Author:  Neha Kashyap, August 2016 (HPC Innovation Lab)

The intent of this blog is to illustrate and analyze the performance obtained on Intel Broadwell-EP 4S processor with the focus on HPC applications, two synthetic benchmarks along with four applications namely, High Performance Linpack (HPL), STREAM, Weather Research and Forecasting (WRF), NAnoscale Molecular Dynamics (NAMD) and Fluent. These runs have been performed on a standalone single server PowerEdge R830. Combinations of System BIOS profiles and Memory Snoop modes are compared for better analysis.

Table 1:  Details of Server and Applications used with Intel Broadwell processor

Server

Dell PowerEdge R830

Processor

4 x E5-4669 v4 @2.2GHz, 22 core, 135W, 55M L3 Cache

AVX Base Frequency @1.7GHz

Memory

32 x 16GB DDR4 @ 2400MHz (Total=512GB)

Power Supply

2 x 1600W

Operating System

Red Hat Enterprise Linux 7.2 (3.10.0-327.el7.x86_64)

BIOS options

System profile – Performance and Performance Per Watt (DAPC)

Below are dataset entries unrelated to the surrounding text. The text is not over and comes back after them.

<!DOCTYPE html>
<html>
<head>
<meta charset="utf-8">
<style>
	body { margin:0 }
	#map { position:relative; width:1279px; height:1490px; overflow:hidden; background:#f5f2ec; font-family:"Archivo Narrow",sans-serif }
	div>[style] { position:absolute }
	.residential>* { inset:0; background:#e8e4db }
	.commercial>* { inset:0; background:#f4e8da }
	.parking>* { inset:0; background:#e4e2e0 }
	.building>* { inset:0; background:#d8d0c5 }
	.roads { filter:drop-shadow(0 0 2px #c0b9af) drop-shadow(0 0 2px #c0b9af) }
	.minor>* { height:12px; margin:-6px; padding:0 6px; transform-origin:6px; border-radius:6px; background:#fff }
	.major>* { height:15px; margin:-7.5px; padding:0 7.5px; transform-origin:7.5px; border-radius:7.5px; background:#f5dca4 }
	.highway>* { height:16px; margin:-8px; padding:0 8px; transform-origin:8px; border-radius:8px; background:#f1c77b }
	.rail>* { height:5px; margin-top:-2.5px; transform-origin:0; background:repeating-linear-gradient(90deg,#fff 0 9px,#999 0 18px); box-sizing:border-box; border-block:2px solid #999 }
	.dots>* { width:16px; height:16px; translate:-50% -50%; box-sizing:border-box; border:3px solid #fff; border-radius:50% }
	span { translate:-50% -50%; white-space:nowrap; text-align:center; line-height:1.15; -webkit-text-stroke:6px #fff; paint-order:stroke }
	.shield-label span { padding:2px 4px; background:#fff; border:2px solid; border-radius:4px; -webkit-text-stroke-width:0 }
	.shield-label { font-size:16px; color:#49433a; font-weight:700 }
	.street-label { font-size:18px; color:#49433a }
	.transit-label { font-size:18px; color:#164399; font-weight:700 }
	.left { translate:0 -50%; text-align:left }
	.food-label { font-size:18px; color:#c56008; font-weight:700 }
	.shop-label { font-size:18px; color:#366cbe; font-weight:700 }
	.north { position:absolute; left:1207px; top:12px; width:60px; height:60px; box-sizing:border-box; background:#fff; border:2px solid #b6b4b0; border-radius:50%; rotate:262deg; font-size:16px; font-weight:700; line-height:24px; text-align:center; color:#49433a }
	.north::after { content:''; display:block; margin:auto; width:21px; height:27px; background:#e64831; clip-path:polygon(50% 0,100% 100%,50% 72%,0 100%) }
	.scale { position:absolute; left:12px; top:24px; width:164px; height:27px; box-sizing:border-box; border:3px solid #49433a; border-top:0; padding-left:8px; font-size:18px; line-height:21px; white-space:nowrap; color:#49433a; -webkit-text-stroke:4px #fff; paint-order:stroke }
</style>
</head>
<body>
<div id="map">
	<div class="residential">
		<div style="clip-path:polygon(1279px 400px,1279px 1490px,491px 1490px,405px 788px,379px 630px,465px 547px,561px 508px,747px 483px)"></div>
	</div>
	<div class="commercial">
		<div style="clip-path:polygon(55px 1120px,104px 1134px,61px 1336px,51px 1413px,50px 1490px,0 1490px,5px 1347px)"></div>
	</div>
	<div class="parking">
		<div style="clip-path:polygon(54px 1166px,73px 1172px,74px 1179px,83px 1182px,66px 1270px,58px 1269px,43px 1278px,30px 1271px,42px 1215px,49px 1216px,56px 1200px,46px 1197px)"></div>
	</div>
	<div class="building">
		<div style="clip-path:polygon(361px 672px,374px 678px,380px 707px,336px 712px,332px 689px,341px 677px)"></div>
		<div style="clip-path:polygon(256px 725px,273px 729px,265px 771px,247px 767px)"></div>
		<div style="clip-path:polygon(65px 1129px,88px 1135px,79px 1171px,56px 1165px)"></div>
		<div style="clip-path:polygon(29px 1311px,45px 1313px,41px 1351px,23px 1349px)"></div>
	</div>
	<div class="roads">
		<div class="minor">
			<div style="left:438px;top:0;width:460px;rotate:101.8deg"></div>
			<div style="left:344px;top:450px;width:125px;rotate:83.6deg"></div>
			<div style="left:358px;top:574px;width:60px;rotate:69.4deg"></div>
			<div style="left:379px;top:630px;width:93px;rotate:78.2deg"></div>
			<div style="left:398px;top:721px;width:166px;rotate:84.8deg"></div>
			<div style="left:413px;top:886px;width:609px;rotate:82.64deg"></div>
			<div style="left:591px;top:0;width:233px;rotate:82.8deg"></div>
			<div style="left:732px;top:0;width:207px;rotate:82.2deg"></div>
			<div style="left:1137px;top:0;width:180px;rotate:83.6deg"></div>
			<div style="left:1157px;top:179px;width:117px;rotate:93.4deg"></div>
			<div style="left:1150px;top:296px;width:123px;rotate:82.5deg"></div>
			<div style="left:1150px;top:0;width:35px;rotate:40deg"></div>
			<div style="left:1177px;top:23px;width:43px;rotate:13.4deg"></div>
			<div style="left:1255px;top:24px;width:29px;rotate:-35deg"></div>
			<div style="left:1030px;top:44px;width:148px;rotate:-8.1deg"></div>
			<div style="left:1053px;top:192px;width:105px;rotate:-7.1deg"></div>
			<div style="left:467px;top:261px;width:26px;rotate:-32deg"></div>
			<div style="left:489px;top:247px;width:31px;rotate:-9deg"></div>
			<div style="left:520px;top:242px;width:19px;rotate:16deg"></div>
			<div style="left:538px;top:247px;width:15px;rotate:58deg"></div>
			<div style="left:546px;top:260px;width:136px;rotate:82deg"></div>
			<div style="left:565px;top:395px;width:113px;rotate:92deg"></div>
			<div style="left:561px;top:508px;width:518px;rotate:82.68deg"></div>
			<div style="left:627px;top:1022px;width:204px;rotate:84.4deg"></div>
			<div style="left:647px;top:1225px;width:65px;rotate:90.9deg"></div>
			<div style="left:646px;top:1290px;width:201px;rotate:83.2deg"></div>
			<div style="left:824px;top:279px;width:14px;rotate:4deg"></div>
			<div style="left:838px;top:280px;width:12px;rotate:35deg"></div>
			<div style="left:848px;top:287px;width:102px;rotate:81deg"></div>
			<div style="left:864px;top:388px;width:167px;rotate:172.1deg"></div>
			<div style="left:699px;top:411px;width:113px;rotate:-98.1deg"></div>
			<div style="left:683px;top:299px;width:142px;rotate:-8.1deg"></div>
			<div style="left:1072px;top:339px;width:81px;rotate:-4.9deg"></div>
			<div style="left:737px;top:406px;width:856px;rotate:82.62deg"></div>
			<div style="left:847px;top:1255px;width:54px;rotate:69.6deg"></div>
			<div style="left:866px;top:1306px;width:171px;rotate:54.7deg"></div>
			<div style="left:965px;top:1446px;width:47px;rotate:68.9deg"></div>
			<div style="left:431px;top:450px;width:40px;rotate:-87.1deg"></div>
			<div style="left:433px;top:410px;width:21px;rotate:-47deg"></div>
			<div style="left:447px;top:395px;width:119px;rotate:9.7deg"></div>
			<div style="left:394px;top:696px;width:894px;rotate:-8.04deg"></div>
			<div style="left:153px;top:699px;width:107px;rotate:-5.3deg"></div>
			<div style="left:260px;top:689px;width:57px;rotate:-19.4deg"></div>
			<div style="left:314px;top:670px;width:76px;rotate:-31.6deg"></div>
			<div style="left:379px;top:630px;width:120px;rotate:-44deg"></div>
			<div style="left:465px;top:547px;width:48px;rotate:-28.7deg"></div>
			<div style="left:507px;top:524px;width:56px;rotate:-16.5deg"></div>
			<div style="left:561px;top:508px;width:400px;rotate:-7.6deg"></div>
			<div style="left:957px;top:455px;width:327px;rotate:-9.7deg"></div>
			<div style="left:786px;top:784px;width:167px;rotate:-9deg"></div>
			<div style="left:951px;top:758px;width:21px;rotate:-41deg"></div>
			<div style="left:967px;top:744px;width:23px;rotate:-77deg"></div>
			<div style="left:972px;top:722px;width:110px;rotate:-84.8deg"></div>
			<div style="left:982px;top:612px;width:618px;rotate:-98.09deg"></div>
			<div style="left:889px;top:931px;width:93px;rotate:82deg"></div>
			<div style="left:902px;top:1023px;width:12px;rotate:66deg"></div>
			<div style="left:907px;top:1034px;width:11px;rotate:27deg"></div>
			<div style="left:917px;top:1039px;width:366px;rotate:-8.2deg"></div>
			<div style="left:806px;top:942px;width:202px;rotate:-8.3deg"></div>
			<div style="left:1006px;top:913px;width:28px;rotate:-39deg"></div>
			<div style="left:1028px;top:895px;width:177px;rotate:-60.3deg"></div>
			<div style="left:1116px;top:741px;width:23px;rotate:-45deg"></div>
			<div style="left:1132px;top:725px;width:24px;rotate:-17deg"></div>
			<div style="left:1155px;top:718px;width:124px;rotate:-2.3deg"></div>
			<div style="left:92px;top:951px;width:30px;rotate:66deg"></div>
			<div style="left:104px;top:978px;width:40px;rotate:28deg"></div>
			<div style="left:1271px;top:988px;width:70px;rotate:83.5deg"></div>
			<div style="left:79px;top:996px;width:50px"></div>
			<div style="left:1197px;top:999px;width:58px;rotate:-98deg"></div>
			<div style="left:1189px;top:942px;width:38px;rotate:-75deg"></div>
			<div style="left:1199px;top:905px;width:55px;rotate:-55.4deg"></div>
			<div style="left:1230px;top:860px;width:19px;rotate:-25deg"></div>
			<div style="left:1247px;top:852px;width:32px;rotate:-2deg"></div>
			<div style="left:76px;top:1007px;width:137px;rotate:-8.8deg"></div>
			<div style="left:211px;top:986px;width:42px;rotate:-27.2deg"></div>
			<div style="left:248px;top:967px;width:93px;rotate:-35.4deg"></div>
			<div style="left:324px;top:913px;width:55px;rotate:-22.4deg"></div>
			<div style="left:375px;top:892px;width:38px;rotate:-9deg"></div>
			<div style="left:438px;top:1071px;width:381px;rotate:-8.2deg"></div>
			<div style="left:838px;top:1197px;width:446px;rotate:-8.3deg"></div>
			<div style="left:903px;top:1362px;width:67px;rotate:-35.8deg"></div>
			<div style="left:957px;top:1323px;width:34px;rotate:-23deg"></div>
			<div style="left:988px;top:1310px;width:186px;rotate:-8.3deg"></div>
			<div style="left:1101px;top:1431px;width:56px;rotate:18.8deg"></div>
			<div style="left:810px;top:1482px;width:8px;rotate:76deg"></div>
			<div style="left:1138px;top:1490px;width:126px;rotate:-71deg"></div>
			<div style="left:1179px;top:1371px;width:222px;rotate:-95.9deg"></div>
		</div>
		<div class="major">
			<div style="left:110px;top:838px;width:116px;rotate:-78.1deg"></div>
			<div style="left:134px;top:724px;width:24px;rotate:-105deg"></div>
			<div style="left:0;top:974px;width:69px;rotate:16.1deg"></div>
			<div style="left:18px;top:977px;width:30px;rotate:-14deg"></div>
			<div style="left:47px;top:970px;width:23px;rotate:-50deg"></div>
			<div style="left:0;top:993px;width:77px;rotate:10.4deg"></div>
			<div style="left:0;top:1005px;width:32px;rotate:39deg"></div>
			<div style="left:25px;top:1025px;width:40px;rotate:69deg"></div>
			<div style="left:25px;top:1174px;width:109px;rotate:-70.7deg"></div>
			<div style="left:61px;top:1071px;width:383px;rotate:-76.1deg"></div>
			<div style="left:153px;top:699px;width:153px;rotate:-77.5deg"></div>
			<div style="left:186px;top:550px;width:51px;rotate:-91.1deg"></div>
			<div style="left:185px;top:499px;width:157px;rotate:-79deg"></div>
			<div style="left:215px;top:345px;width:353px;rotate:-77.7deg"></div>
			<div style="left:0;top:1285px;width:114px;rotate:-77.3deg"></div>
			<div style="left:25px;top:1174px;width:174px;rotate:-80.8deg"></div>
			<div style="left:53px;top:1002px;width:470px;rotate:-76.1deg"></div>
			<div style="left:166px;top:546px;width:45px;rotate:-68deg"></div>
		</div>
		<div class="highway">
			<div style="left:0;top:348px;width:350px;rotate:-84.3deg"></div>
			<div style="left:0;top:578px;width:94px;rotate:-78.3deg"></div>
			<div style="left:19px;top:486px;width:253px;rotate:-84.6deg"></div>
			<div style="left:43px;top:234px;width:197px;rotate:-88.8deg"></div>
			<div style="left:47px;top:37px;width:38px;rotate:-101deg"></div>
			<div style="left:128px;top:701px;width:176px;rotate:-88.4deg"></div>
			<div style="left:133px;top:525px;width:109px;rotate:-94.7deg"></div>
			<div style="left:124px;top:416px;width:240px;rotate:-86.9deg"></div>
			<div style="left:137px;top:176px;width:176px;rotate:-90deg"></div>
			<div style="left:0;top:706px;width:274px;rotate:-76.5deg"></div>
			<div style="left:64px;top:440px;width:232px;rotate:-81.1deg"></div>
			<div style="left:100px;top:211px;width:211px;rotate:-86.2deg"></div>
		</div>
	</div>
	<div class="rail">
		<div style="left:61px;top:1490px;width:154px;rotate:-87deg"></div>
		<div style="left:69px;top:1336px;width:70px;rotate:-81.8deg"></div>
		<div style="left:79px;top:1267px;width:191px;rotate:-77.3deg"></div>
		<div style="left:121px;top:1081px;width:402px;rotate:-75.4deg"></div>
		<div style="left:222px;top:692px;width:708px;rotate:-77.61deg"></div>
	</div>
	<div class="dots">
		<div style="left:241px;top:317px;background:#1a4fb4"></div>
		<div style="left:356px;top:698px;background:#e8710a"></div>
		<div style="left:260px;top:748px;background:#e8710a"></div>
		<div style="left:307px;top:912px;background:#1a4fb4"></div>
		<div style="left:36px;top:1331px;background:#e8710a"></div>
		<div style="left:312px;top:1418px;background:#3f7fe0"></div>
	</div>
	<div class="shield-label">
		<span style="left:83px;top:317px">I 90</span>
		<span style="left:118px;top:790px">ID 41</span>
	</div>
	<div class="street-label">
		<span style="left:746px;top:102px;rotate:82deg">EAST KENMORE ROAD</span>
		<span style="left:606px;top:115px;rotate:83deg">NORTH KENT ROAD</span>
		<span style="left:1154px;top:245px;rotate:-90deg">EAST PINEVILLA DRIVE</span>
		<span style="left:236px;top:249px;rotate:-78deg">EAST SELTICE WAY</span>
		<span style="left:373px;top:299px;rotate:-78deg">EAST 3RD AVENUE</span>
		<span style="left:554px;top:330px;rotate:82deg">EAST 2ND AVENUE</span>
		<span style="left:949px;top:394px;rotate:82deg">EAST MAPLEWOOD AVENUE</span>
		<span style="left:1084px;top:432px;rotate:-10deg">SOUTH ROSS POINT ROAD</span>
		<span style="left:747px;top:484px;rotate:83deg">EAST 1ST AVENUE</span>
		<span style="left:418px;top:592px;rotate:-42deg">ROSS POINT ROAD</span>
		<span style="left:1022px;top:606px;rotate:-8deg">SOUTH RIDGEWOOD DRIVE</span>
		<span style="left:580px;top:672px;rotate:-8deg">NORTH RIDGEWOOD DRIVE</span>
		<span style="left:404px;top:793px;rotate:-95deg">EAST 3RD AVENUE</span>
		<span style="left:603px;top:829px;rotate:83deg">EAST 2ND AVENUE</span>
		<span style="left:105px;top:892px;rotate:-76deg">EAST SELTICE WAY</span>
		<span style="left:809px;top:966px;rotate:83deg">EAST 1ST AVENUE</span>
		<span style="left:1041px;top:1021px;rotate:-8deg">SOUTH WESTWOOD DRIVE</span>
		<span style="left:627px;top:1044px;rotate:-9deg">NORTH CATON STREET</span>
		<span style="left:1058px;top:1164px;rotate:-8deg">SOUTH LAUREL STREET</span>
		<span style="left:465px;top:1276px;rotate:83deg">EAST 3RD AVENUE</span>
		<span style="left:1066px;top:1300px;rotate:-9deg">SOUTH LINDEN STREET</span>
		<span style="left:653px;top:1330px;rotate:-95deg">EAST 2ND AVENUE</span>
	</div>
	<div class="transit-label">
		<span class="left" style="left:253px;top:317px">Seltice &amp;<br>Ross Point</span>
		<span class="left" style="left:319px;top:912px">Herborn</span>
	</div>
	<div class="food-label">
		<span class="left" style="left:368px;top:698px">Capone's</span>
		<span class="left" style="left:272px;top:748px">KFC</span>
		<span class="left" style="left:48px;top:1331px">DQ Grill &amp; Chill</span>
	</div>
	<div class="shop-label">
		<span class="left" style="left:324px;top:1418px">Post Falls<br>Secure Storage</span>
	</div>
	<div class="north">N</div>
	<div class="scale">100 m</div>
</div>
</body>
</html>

Snoop modes – Cluster on Die (COD) and  Home Snoop (HS)

Logical Processor and Node Interleaving – Disabled

I/O Non-Posted Prefetch – Disabled

BIOS Firmware

1.0.2

iDRAC Firmware

2.35.35.35

STREAM

v5.10

HPL

From Intel MKL (Problem size is 253440) 

Intel Compiler

From Intel Parallel studio 2016 update3

Intel MKL

11.3

MPI

Intel MPI – 5.1.3

NetCDF

4.4.0

NetCDF-Fortran

4.4.2

FFTW

2.1.5

WRF

3.8

NAMD

2.11

Ansys Fluent

v16.0

The server used for obtaining results is Dell’s PowerEdge 13th generation server. It is a high-performance four-socket, 2U rack server. It supports massive memory density (up to 3TB). The Intel® Xeon® Processor E5-4669 v4 (Product Family E5-4600 v4) is a 14nm die supporting two snoop modes in 4 socket systems - Home Snoop and Cluster on Die (COD). It is based on the micro-architecture code named Broadwell-EX.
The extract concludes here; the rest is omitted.